Rebecca Vnuk: And you can like both of those, but they might not be a good match. So just to tell someone, “Oh, okay, I know that this book is satire.”, you’re going to want to explore a little further and that’s what I really appreciate about NoveList, for example, a good library worker is that to know that difference when someone might just come to the desk and be like, “Well, I really like satire” to try and draw that out and figure out, well, what kind of satire are we talking here? Because there is a big difference between gentle and witty and upbeat and sassy and witty and darker. And I love that we have so many resources that can make it a little easier to figure out just what kind of satire are we talking about here.

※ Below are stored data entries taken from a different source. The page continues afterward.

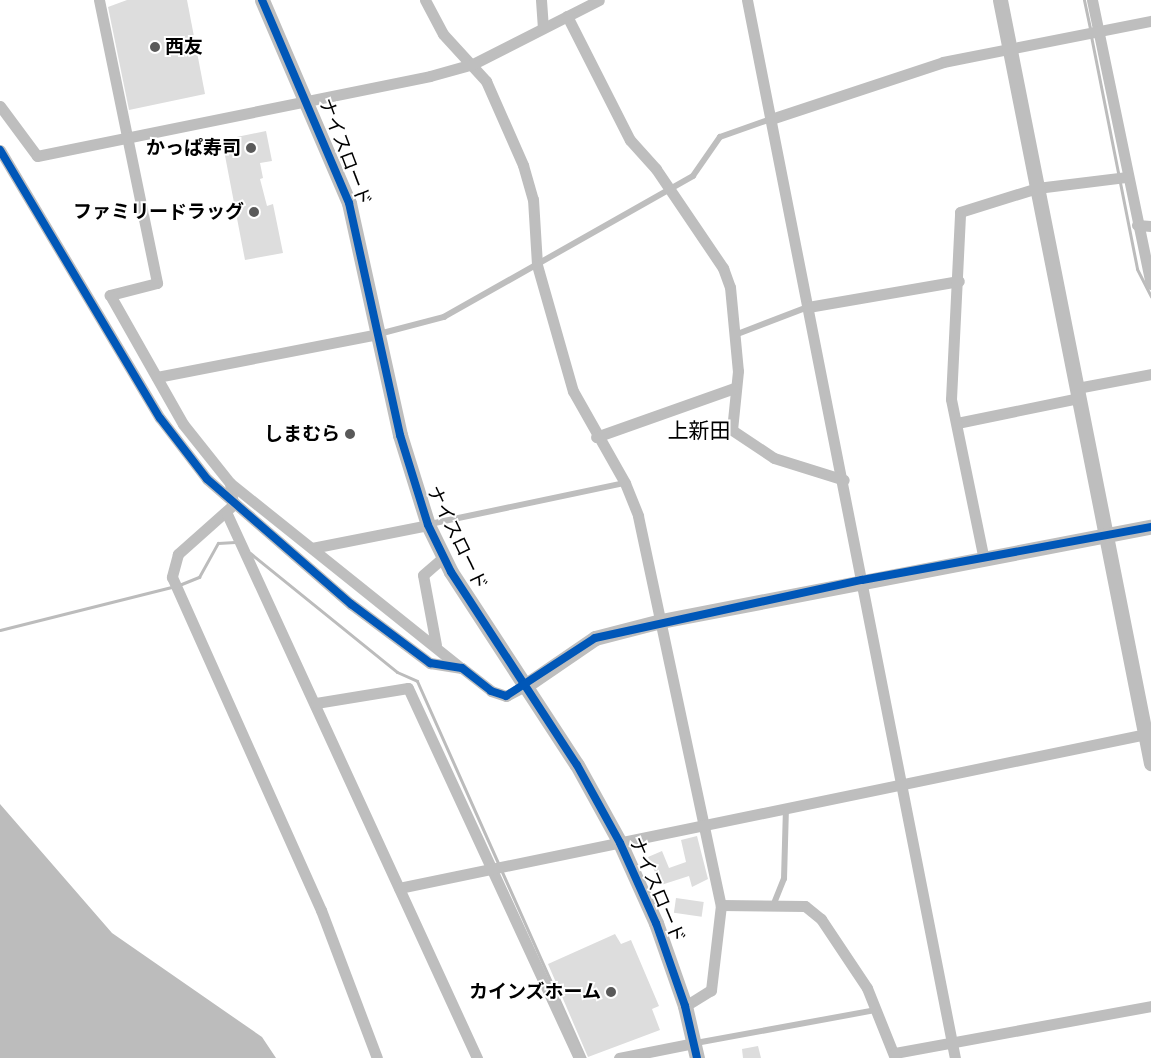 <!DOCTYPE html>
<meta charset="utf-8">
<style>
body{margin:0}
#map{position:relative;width:1151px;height:1058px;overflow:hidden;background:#fff;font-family:"PT Sans Narrow","Noto Sans JP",sans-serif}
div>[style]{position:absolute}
.water>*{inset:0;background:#bcbcbc}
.stream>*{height:3px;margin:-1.5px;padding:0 1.5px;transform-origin:1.5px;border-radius:1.5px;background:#bcbcbc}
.building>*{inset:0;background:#ddd;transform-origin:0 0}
.service>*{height:5.5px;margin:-2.75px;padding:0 2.75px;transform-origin:2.75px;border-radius:2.75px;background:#bebebe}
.minor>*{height:11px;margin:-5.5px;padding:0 5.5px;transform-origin:5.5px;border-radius:5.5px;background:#bebebe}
.tertiary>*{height:15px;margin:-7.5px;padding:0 7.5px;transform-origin:7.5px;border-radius:7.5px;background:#bebebe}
.cycleway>*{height:8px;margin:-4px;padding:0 4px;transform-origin:4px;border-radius:4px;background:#0057b8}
.dots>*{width:14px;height:14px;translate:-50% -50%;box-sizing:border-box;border:2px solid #fff;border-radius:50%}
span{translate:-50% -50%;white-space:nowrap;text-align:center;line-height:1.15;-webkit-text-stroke:4px #fff;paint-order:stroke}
.poi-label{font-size:19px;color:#000;font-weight:700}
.left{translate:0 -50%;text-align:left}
.right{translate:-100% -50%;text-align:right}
.street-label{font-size:19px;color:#000}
.quarter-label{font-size:21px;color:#000}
</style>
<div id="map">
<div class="water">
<div style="clip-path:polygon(0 804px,112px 933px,262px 1037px,276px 1058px,0 1058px)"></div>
</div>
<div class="stream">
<div style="left:1084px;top:0;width:30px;rotate:78deg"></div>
<div style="left:1091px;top:36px;width:237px;rotate:78.8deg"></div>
<div style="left:1137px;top:269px;width:31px;rotate:63deg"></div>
<div style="left:250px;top:553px;width:189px;rotate:39deg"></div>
<div style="left:397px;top:672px;width:22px;rotate:24deg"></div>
<div style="left:417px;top:681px;width:413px;rotate:66deg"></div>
<div style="left:0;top:630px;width:185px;rotate:-14.1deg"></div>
<div style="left:179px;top:585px;width:22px;rotate:-22deg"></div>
<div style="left:199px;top:577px;width:39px;rotate:-61deg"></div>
<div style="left:218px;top:543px;width:17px;rotate:-3deg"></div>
</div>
<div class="building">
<div style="clip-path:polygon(127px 0,187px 0,205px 94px,129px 110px,108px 7px)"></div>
<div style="clip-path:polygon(266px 131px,272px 161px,260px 163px,263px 178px,260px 179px,267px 206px,273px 204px,283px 253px,245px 260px,222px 140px)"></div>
<div style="clip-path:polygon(697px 836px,708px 879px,692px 887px,689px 876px,661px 885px,648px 857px,662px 851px,669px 868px,686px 862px,681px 840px)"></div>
<div style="left:676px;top:898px;width:28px;height:15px;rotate:8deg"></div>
<div style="clip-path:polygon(615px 934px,621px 944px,631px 940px,659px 1006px,652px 1009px,660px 1030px,588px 1057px,548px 964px)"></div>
<div style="clip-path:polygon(758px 1046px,761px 1058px,743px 1058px,742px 1049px)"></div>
</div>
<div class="service">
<div style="left:379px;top:334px;width:67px;rotate:-14.7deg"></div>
<div style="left:444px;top:317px;width:286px;rotate:-29.5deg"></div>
<div style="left:693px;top:176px;width:47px;rotate:-55.3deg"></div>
<div style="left:720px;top:137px;width:54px;rotate:-19.4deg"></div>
<div style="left:735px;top:335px;width:78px;rotate:-21deg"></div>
<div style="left:430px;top:524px;width:199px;rotate:-11.9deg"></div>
<div style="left:773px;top:906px;width:29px;rotate:-68deg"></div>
<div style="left:784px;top:879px;width:70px;rotate:-88.4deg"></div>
<div style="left:696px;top:1043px;width:183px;rotate:-10.4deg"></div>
</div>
<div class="minor">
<div style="left:99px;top:0;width:289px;rotate:78.4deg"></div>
<div style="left:157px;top:283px;width:49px;rotate:165.7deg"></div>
<div style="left:110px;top:295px;width:148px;rotate:60.5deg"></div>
<div style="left:183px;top:424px;width:75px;rotate:51.5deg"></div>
<div style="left:230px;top:483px;width:22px;rotate:82deg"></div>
<div style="left:233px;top:505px;width:74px;rotate:138.3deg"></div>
<div style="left:178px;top:554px;width:24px;rotate:105deg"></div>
<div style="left:172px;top:577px;width:365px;rotate:65.9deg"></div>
<div style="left:321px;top:910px;width:158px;rotate:69.3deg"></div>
<div style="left:425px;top:0;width:38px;rotate:62deg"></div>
<div style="left:443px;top:34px;width:64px;rotate:47.5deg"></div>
<div style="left:486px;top:81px;width:92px;rotate:66.2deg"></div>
<div style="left:523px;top:165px;width:35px;rotate:74deg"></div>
<div style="left:533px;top:199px;width:66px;rotate:86.5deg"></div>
<div style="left:537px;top:265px;width:131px;rotate:74.1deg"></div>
<div style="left:573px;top:391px;width:106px;rotate:60.5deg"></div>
<div style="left:625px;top:483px;width:35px;rotate:68deg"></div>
<div style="left:638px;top:516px;width:398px;rotate:78deg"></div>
<div style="left:721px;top:905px;width:86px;rotate:96.7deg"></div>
<div style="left:711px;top:990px;width:31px;rotate:148deg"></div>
<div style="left:541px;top:0;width:26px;rotate:86deg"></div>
<div style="left:747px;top:0;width:1078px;rotate:78.88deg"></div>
<div style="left:1092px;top:0;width:290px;rotate:78.3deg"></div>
<div style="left:567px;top:16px;width:139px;rotate:63.1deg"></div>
<div style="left:630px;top:140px;width:39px;rotate:48deg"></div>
<div style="left:656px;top:169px;width:120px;rotate:55.9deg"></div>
<div style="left:723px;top:268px;width:20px;rotate:70deg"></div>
<div style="left:730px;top:287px;width:84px;rotate:84.6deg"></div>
<div style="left:738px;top:371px;width:59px;rotate:95.8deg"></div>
<div style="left:732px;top:430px;width:50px;rotate:33.7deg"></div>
<div style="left:774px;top:458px;width:73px;rotate:17.4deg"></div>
<div style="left:0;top:106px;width:62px;rotate:53.5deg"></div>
<div style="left:37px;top:156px;width:401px;rotate:-11.5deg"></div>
<div style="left:430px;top:76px;width:45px;rotate:-15.6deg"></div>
<div style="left:473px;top:64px;width:141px;rotate:-26.9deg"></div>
<div style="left:771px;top:119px;width:181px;rotate:-18.3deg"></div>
<div style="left:943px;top:62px;width:212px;rotate:-11.2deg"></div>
<div style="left:0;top:150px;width:312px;rotate:59.2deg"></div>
<div style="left:160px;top:418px;width:77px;rotate:52.4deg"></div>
<div style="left:207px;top:479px;width:191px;rotate:41deg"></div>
<div style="left:351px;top:604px;width:99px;rotate:36.8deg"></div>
<div style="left:430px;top:663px;width:32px;rotate:9deg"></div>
<div style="left:462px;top:668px;width:37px;rotate:38deg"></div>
<div style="left:491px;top:691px;width:16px;rotate:18deg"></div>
<div style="left:506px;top:696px;width:21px;rotate:-28deg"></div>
<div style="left:1137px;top:225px;width:14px;rotate:4deg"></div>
<div style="left:808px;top:307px;width:153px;rotate:-9.8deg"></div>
<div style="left:157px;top:377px;width:226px;rotate:-11deg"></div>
<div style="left:1077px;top:388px;width:75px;rotate:-10.7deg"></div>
<div style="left:957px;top:423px;width:125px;rotate:-11.6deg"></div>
<div style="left:596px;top:437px;width:146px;rotate:-19.5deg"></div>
<div style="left:230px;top:483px;width:296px;rotate:38.7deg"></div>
<div style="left:227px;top:514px;width:599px;rotate:65.32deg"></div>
<div style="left:312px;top:548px;width:118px;rotate:-11.2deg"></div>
<div style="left:984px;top:560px;width:164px;rotate:-101.6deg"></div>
<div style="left:951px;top:399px;width:187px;rotate:-87.2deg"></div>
<div style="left:960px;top:212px;width:81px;rotate:-17.3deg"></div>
<div style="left:1037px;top:188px;width:91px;rotate:-7deg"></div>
<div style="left:436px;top:645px;width:71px;rotate:-100.5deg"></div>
<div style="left:423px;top:575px;width:28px;rotate:-41deg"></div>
<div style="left:316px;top:703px;width:93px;rotate:-9.3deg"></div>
<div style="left:408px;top:688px;width:408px;rotate:65.2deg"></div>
<div style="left:399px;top:888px;width:768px;rotate:-11.65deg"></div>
<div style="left:721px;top:905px;width:84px;rotate:0.7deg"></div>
<div style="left:805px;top:906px;width:21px;rotate:39deg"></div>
<div style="left:821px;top:919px;width:83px;rotate:56.3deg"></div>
<div style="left:867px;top:988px;width:75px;rotate:68.2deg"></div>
<div style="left:895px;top:1053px;width:260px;rotate:-10.4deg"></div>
<div style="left:619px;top:1058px;width:76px;rotate:-11.3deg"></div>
</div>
<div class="tertiary">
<div style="left:262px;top:0;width:221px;rotate:66.8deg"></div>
<div style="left:349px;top:203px;width:238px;rotate:77.6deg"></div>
<div style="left:400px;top:435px;width:94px;rotate:72.7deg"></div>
<div style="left:428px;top:525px;width:52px;rotate:63.9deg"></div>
<div style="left:451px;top:572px;width:230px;rotate:56.9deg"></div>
<div style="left:577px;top:765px;width:89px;rotate:61.1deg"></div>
<div style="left:620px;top:843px;width:88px;rotate:65.8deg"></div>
<div style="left:656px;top:923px;width:88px;rotate:70.7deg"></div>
<div style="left:685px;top:1006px;width:53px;rotate:77deg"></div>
<div style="left:1000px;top:0;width:778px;rotate:78.81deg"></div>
<div style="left:525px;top:686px;width:85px;rotate:-34.4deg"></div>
<div style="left:595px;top:638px;width:68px;rotate:-14.4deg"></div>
<div style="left:661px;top:621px;width:499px;rotate:-10.9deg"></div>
</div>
<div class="cycleway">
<div style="left:262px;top:0;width:221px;rotate:66.8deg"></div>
<div style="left:349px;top:203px;width:238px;rotate:77.6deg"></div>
<div style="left:400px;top:435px;width:94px;rotate:72.7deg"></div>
<div style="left:428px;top:525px;width:52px;rotate:63.9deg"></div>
<div style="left:451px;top:572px;width:230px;rotate:56.9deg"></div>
<div style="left:577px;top:765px;width:89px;rotate:61.1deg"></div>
<div style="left:620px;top:843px;width:88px;rotate:65.8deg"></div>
<div style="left:656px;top:923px;width:88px;rotate:70.7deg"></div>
<div style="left:685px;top:1006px;width:53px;rotate:77deg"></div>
<div style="left:0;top:150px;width:312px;rotate:59.2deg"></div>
<div style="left:160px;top:418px;width:77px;rotate:52.4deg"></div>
<div style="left:207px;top:479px;width:191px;rotate:41deg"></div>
<div style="left:351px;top:604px;width:99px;rotate:36.8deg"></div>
<div style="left:430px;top:663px;width:32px;rotate:9deg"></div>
<div style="left:462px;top:668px;width:37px;rotate:38deg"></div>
<div style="left:491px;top:691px;width:16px;rotate:18deg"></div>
<div style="left:506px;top:696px;width:106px;rotate:-33.1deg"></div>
<div style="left:595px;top:638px;width:273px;rotate:-12.3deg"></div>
<div style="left:862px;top:580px;width:294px;rotate:-10.4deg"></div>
</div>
<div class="dots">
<div style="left:155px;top:47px;background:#595959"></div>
<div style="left:251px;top:148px;background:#595959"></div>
<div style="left:254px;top:212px;background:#595959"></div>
<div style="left:350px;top:434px;background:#595959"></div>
<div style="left:611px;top:992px;background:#595959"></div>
</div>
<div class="poi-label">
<span class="left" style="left:165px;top:47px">西友</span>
<span class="right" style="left:241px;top:148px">かっぱ寿司</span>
<span class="right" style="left:244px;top:212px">ファミリードラッグ</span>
<span class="right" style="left:340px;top:434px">しまむら</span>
<span class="right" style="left:601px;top:992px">カインズホーム</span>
</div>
<div class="street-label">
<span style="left:345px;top:152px;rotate:69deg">ナイスロード</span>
<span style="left:457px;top:538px;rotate:64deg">ナイスロード</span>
<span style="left:657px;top:890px;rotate:67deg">ナイスロード</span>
</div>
<div class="quarter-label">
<span style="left:699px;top:431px">上新田</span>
</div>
</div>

Yaika Sabat: That is one of my favorite features and something I used a lot, especially when I was starting in libraries, was someone would say a book and I would go to the page in NoveList and I’d say, “Okay, well, what did you really like about it? Did you like the small town theme?” I’d look at what was on the page. “Did you like that it was the satire?” And I could sort of just click in the little “search for more area and have a whole list based on that. I always wanted to sort of narrow down what it is about that book someone really likes. And with this one, it could be a variety of things. There’s so many different popular, life in small towns is very popular. Books about books is very popular.

Rebecca Vnuk: Absolutely.

Yaika Sabat: Witty writing. So there’s so many different things someone could love about Lula Dean’s Little Library of Banned Books.